### Goal of the exercise
Which lines in the data below contain the word "white"? Return each of them.
* * *
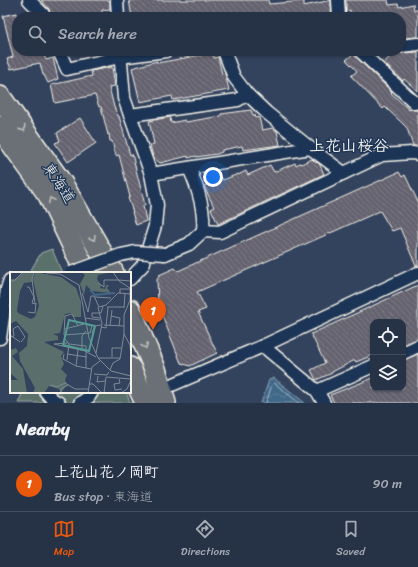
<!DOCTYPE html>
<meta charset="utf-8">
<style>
:root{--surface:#263246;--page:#2e3a4d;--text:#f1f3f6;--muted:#a4aab3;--line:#424d5f;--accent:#ea580c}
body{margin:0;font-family:Sriracha,"Klee One",sans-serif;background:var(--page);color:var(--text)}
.controls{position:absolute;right:12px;bottom:12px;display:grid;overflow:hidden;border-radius:8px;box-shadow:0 1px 3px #0004}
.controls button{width:36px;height:36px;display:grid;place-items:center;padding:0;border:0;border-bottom:1px solid var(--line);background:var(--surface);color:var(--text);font:20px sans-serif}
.you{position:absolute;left:213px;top:177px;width:14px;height:14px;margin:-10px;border:3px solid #fff;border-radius:50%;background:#1a73e8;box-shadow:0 0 0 6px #1a73e833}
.badge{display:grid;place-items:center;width:26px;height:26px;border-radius:50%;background:var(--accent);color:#fff;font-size:13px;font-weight:700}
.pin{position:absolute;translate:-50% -33px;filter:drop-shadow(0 1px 2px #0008)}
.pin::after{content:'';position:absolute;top:21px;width:14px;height:12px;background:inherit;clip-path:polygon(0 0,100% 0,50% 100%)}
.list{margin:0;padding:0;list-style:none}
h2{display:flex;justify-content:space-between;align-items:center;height:52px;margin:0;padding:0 16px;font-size:17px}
h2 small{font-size:13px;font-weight:400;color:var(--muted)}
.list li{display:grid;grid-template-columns:26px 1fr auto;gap:12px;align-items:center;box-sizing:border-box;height:56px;padding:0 16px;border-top:1px solid var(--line)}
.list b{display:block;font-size:15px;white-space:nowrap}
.list p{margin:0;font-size:13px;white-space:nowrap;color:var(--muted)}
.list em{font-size:13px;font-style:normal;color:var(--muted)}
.icon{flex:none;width:22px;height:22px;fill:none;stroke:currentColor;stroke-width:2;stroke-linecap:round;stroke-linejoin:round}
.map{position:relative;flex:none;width:418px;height:403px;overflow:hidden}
.search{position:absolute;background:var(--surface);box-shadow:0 1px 3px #0004;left:12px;right:12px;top:12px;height:44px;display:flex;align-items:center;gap:10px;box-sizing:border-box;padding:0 14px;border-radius:16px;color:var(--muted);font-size:15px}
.sheet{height:108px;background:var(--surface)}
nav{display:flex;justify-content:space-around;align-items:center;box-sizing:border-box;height:56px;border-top:1px solid var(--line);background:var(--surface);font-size:11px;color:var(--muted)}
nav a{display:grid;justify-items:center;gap:2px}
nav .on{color:var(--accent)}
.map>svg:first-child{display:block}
.grass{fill:#5a6f6b;stroke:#a7b0aa}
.water{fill:url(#water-waves);stroke:#899faf}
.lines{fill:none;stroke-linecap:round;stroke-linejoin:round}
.shore{stroke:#acbac2;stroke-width:1}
.building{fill:url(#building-back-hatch);stroke:#f4f1e8}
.street-casing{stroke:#f4f1e8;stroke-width:15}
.highway-casing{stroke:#f4f1e8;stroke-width:24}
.street{stroke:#1d3557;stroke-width:12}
.highway{stroke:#6b7074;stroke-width:21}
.street-bridge-casing{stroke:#f4f1e8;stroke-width:15;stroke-linecap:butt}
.street-bridge{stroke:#1d3557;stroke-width:12}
.oneway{stroke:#bdbdba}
.labels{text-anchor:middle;stroke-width:3;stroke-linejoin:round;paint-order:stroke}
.street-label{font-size:15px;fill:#f4f1e8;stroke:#1d3557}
.neighbourhood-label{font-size:16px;font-weight:bold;fill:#f4f1e8;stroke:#1d3557}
.inset-river{fill:none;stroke:#416889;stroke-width:2}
.inset-road{fill:none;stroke:#808995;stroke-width:1}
.view{fill:#549b93;fill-opacity:0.15;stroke:#549b93;stroke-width:2}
.inset-edge{fill:none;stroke:#f4f1e8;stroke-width:2}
</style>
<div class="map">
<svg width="418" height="403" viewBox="0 0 418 403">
<defs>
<pattern id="water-waves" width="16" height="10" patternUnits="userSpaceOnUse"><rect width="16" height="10" fill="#416889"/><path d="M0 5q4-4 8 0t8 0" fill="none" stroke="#5d7e9a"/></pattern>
<pattern id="building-back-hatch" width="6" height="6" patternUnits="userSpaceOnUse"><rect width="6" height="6" fill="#656370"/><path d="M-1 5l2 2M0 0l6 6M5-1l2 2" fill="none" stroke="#7c7a84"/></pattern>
</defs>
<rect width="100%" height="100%" fill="#33435e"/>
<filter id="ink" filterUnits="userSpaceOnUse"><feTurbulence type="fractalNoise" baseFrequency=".025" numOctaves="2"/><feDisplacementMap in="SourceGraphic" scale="8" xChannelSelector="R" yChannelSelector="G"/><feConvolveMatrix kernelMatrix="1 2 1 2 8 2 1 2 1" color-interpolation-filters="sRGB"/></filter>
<g filter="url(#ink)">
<g class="grass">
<path d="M 52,249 L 62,273 L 29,273 L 41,253 Z"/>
<path d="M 23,392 L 126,392 L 130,402 L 135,403 L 18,403 Z"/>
</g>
<path class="water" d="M 274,378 L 305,403 L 261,403 L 269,380 Z"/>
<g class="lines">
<path class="shore" d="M 266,403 L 272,385 L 274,383 L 299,403"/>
</g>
<g class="building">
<path d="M 41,0 L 110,0 L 110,9 L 102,10 L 103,17 L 51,17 L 49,9 Z"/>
<path d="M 129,0 L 268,0 L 269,4 L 304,1 L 304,6 L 331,0 L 331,14 L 326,16 L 326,17 L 175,17 L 175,14 L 155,17 L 132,17 Z"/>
<path d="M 346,0 L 388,0 L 389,5 L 398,4 L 399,7 L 413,4 L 414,10 L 418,10 L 418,37 L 403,38 L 402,17 L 351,17 L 350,10 L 346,11 Z"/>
<path d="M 17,13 L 17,51 L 42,51 L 46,60 L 53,58 L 58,79 L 48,83 L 44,75 L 43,75 L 40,63 L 11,69 L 7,59 L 13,57 L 3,16 Z"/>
<path d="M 395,51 L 402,53 L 418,52 L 418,91 L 404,79 L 403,81 L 384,63 Z"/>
<path d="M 213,53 L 214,58 L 218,57 L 222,74 L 225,73 L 229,90 L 173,100 L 172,96 L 140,102 L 132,68 L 157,61 L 157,63 Z"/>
<path d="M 353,54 L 392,92 L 391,93 L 409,110 L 411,109 L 414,110 L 418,110 L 418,146 L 413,146 L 407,128 L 400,121 L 385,107 L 383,109 L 351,76 L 357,71 L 346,60 Z"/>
<path d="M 112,67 L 115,86 L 109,87 L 114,107 L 118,116 L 119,116 L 130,155 L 132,154 L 145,205 L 143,206 L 146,221 L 136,225 L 132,212 L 133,212 L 128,198 L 130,197 L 119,155 L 116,156 L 112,141 L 110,141 L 109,134 L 108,135 L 101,107 L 99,107 L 95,95 L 55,103 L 51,85 L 92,76 L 91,71 Z"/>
<path d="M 251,110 L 253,115 L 255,115 L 256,118 L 259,117 L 262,130 L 273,128 L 277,131 L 280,145 L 243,150 L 242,146 L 222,150 L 222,152 L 217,154 L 196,157 L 196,156 L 188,158 L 188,156 L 160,163 L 153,157 L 150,145 L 154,144 L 149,121 L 170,117 L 171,123 L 185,120 L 186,122 L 221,116 L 221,114 Z"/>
<path d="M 80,118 L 96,143 L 68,162 L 55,143 L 60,141 L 57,133 Z"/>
<path d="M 312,159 L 316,163 L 317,162 L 320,165 L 324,174 L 218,224 L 211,209 L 214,207 L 204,186 L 222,178 L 223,180 L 238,174 L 238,175 L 246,171 L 248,175 L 270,165 L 274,172 L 295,163 L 296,165 L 300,163 L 301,164 Z"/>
<path d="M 399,172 L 402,177 L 405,175 L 418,202 L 418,266 L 416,266 L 400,228 L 392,231 L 380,211 L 197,292 L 206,309 L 198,312 L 217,353 L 190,366 L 181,363 L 158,305 L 157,280 L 159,275 L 175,268 L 178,271 Z"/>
<path d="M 418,285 L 418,339 L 403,345 L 403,322 L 389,322 L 388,320 L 385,322 L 373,322 L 373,355 L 356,362 L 355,360 L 332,372 L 332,373 L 316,380 L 311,370 L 325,363 L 311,334 Z"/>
<path d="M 418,354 L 418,403 L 334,403 L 330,395 L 373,378 L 373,388 L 403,388 L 403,360 Z"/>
</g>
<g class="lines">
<defs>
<g id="street">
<path d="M 29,0 L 43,14 L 44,17"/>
<path d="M 117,0 L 118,17"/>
<path d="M 338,0 L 339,17"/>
<path d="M 401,46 L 418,44"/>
<path d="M 59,51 L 67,69 L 120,57 L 166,51"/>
<path d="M 120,51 L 124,98 L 151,174 L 157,205 L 155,226 L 143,265 L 130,279"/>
<path d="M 224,51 L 234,77 L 247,94 L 267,113 L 310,148 L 344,173"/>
<path d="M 360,51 L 415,103"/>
<path d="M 130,115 L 238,100 L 247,94"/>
<path d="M 189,168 C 198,188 205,210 203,231"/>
<path d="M 151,174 L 310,148"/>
<path d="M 165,254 L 189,244 L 203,231 L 220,232 L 382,155 L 412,153 L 418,154"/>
<path d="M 0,338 L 7,289 L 10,280"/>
<path d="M 263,346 L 317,391 L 324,403"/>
<path d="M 403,353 L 418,346"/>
<path d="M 160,390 L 263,346 L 418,273"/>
<path d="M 317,391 L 373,366"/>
<path d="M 46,392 L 52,399 L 59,403"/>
<path d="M 80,403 L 89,397 L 92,392"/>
</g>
<g id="highway">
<path d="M 0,97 L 62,184 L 113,273"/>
<path d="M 0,127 L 49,195 L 86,273"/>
<path d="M 130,310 L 155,369 L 165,403"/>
<path d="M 130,368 L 146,403"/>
</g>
</defs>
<use href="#street" class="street-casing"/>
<use href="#highway" class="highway-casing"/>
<use href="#street" class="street"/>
<use href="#highway" class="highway"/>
<defs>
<path id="street-bridge" d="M 71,273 L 121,255 L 135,252 L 165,254"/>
</defs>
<use href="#street-bridge" class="street-bridge-casing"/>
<use href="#street-bridge" class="street-bridge"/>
</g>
<defs><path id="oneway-chevron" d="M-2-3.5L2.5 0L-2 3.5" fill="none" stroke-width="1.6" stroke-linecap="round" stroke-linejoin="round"/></defs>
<g class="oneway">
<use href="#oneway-chevron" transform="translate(23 129) rotate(55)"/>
<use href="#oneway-chevron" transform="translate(51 200) rotate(-117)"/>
<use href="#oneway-chevron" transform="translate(93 238) rotate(60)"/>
<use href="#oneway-chevron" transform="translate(145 346) rotate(68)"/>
</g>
</g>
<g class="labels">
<g class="street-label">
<text transform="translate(59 183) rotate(57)" y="5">東海道</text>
</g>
<g class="neighbourhood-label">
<text x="349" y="151">上花山桜谷</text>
</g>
</g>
<g transform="translate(10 272)">
<rect width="121" height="121" fill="#33435e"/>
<path d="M 6,76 L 8,80 L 2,84 L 13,97 L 17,121 L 0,120 L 0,108 L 8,108 L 0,101 L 0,78 Z" fill="#5a6f6b"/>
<path d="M 14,0 L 23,0 L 22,10 L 14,11 L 10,19 L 7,38 L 8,41 L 21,47 L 25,45 L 29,34 L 23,7 L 25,0 L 51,5 L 66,16 L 71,30 L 71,45 L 64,45 L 61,41 L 55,42 L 50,61 L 43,62 L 48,64 L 48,68 L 34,70 L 54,80 L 51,84 L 54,92 L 51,97 L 57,103 L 55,108 L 57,112 L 51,121 L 49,117 L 39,114 L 34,121 L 23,121 L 25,116 L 10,89 L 9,81 L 17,74 L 18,62 L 6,49 L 0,52 L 0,7 L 5,7 ZM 71,0 L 102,0 L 88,3 L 87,7 L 91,14 L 90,16 L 95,17 L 96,13 L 99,13 L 97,16 L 101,21 L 82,19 L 76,13 L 74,23 L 70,12 L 75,3 Z" fill="#5a6f6b"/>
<path class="inset-river" d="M 80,18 L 85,23 L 105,21"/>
<path class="inset-road" d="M 103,0 L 109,9 L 120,16 L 120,28 L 114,43 L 114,62 L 120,73 L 121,85M 36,1 L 50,2 L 69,13 L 79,66 L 88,86 L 101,99 L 121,104M 108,8 L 121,9M 0,9 L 4,9 L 13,0M 88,11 L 94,15 L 94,8 L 108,8M 17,15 L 19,15 L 24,25 L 22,31 L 25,32 L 22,7 L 24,0M 72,21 L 78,40 L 81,24 L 84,24 L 89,35 L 96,33 L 108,21 L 121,22M 110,21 L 110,17 L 120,17M 85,25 L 101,26M 97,35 L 114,35M 114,36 L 115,22M 18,40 L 25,41 L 26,31M 82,41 L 91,41 L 93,34M 82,41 L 82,45 L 90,46M 101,44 L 110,46 L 109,54M 75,46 L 90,48M 94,53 L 114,54M 68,54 L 62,42 L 55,44 L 54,63 L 80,61 L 82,54 L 79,53M 100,54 L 102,38M 91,55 L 96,56 L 98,35M 55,57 L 74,52M 82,61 L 85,54 L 91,53M 0,63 L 10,70M 1,65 L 4,64 L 3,57 L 8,54 L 15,65 L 11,70M 55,67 L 59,72 L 57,88M 57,71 L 44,72 L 75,79 L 86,85M 59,72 L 76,74 L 76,96M 72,78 L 72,64 L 76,59M 86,81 L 92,52 L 88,35M 54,82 L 53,87 L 66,94 L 81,97M 57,82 L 77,85M 102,85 L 102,76 L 111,76M 88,86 L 110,86M 66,94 L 68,78M 100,98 L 103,91 L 110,87 L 114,62M 84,102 L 97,103 L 99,100M 88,104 L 87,110 L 95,109M 109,107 L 110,111 L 104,112 L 105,118 L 112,117M 79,112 L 83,112 L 92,121M 40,113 L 47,115 L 55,111 L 65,117 L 78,117M 51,121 L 51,117 L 58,113M 78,121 L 82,95 L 90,89M 94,121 L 96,105 L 121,107M 111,121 L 117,117 L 121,108"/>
<path class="view" d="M 59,48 L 85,54 L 79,79 L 53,73 Z"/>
<rect width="121" height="121" class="inset-edge"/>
</g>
</svg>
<div class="controls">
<button><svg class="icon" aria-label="locate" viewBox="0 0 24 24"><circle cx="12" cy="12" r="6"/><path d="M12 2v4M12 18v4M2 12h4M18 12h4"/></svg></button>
<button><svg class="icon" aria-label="layers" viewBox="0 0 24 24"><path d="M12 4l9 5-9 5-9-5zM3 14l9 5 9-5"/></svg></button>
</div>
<div class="you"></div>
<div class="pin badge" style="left:153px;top:330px">1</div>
<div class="search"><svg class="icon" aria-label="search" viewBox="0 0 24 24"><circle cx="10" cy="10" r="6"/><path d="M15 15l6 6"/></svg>Search here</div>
</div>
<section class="sheet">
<h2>Nearby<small></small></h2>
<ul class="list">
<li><span class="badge">1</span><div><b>上花山花ノ岡町</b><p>Bus stop · 東海道</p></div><em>90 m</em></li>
</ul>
</section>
<nav>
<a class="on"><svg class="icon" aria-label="map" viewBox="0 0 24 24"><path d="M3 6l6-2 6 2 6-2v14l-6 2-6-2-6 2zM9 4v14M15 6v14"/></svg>Map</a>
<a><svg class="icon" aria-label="directions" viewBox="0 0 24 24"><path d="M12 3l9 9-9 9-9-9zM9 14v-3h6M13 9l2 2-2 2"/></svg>Directions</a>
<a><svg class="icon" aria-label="saved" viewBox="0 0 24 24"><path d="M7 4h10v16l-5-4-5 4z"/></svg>Saved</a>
</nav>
* * *
### Solution below
.list b{display:block;font-size:15px;white-space:nowrap}
.list p{margin:0;font-size:13px;white-space:nowrap;color:var(--muted)}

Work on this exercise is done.